§ **INSTRUCTIONS TO FOLLOW**
For this exercise, restate every line below word for word and drop the images.

§ **Collected data entries**
┌──

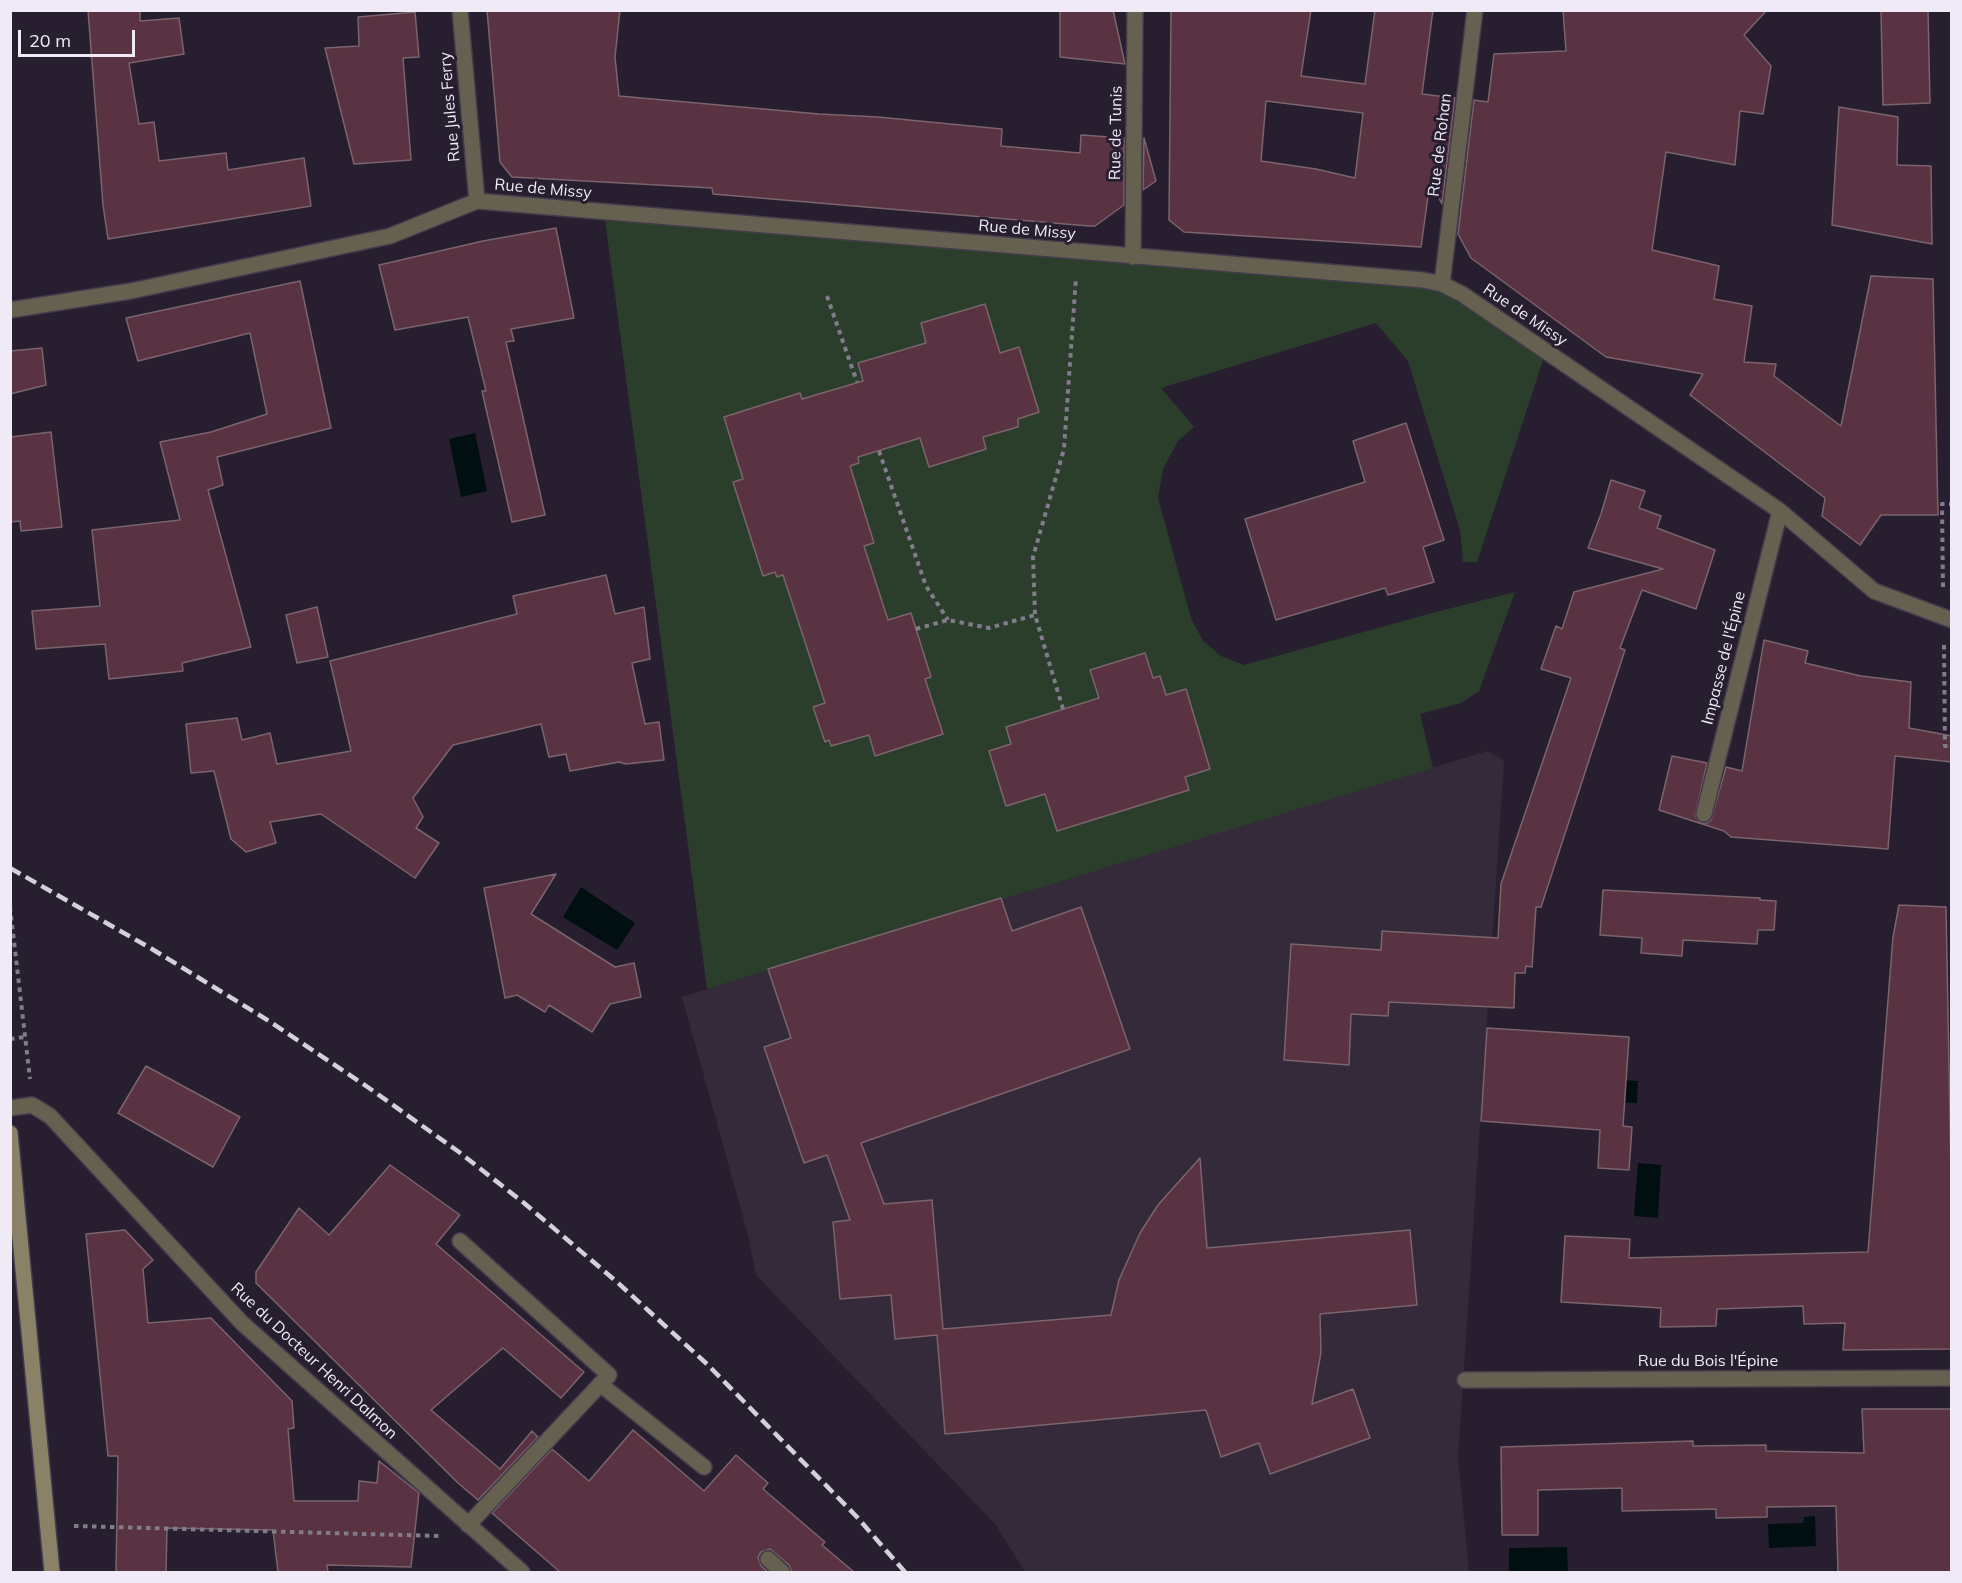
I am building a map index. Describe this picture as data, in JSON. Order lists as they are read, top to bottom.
{
  "streets": {
    "street": [
      "Rue Jules Ferry",
      "Rue de Tunis",
      "Rue de Rohan",
      "Rue de Missy",
      "Impasse de l'Épine",
      "Rue du Docteur Henri Dalmon",
      "Rue du Bois l'Épine"
    ]
  },
  "crossings": [
    ["Rue Jules Ferry", "Rue de Missy"],
    ["Rue de Tunis", "Rue de Missy"],
    ["Rue de Rohan", "Rue de Missy"],
    ["Rue de Missy", "Impasse de l'Épine"]
  ],
  "scale_bar": "20 m"
}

└──

§ **RESPONSE TO THIS TASK**
I am building a map index. Describe this picture as data, in JSON. Order lists as they are read, top to bottom.
{
  "streets": {
    "street": [
      "Rue Jules Ferry",
      "Rue de Tunis",
      "Rue de Rohan",
      "Rue de Missy",
      "Impasse de l'Épine",
      "Rue du Docteur Henri Dalmon",
      "Rue du Bois l'Épine"
    ]
  },
  "crossings": [
    ["Rue Jules Ferry", "Rue de Missy"],
    ["Rue de Tunis", "Rue de Missy"],
    ["Rue de Rohan", "Rue de Missy"],
    ["Rue de Missy", "Impasse de l'Épine"]
  ],
  "scale_bar": "20 m"
}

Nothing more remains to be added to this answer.